Der RSV kam von Beginn an gut ins Spiel und dominierte den Gegner durch sichere Kombinationen über das Mittelfeld. Eine um die andere Chance wurde gut herausgespielt, was wieder einmal fehlte war, dass sich die Mannschaft für die Mühen und das Kämpfen belohnte. So waren es Röhr, Philipps und Gelhaus welche den RSV in front hätten schießen können. Nach 25 Minuten schaltete der RSV einen Gang zurück und der Gegner kam somit besser ins Spiel, was eigentlich vermieden werden sollte. Bis dahin war Großenwieden nur durch teilweise überharte Fouls aufgefallen, gleich mehrere Male holten diese die Spieler des RSV von Hinten von den Beinen, der Schiedsrichter beließ es bei gelb und mündlichen Verwarnungen.
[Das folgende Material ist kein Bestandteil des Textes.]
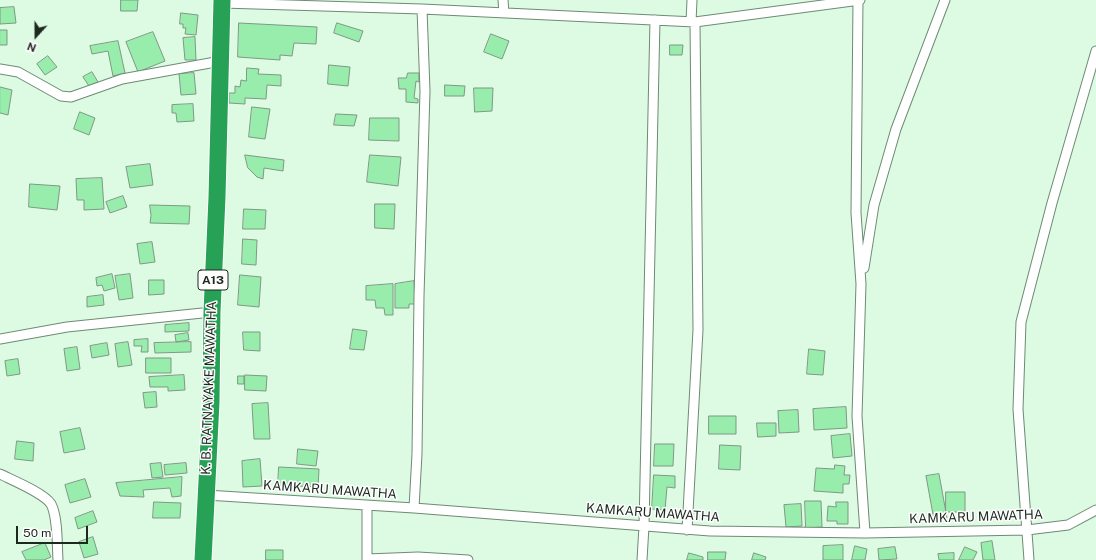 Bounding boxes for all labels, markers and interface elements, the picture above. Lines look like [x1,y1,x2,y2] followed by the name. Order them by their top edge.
[16,16,56,56] north arrow
[26,40,38,54] text: N
[198,270,228,290] road number: A13
[198,301,220,475] street label: K. B. RATNAYAKE MAWATHA
[263,478,397,502] street label: KAMKARU MAWATHA
[586,501,720,525] street label: KAMKARU MAWATHA
[909,507,1043,527] street label: KAMKARU MAWATHA
[18,518,90,544] scale bar
[23,526,51,540] text: 50 m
Unser Coach Roger ermahnte nochmals nicht nachzulassen, denn nur ein Tor könnte den Knoten lösen und mehr Ruhe ins Spiel bringen. Doch der RSV kam weiterhin nicht richtig ins Spiel, kämpfte allerdings weiter um die Führung. Nache einem Eckball war es dann Gabriel, der den Ball per Hinterkopft, der unhaltbar ins lange Eck einnickte. Der erlösende Führungstreffer wie man meinen sollte, doch leider währte die Freude nicht lange, denn nicht einmal 2 Minuten später konnte Großenwieden nach abgefälschten Freistoß, zum 1:1 ausgleichen. Ein stich ins Herz der RSV Seele und ein Ereignis, dass vermieden werden sollte. Doch es kam noch schlimmer, den der RSV war nun vollkommen von der Rolle und der Gegner wurde immer stärker. Nach einem Eckball für den RSV und dem darauffolgendem Konter ging der Gegner aus stark Abseits verdächtiger Position in Führung. Fortan beschränkte sich der Gengner aufs verteidigen und der RSV hatte mit nachlassenden Kräften nicht mehr viel dagegen zu setzen, trotzdem versuchte und kämpfte das Team weiter, leider glücklos. Mit dem letzten Angriff war es dann wieder Tobsen Gabriel, der zum erlösenden und verdienten 2:2 ausglich. Ein später aber dennoch hoch verdienter Punktgewinn für den RSV.

Fazit:

Man muss einfach die Hütte treffen und die Chancen verwerten, ansonsten wird es in der Liga schwer für den Tabellenführer. Das Niveau ist kein Vergleich zur vergangenen Spielzeit, mehr Tempo, mehr Biss, mehr von Allem….

Aufstellung: Fricke, Schulz, Betke, Götzel, Müther (Pettenpohl 55.), Röhr, Gabriel, Hilker (Müther 68.), Gelhaus, Berges, Philipps

Tore: 0:1 (Gabriel 52.), 1:1 (54.), 2:1 (62.), 2:2 (Gabriel 70+2.)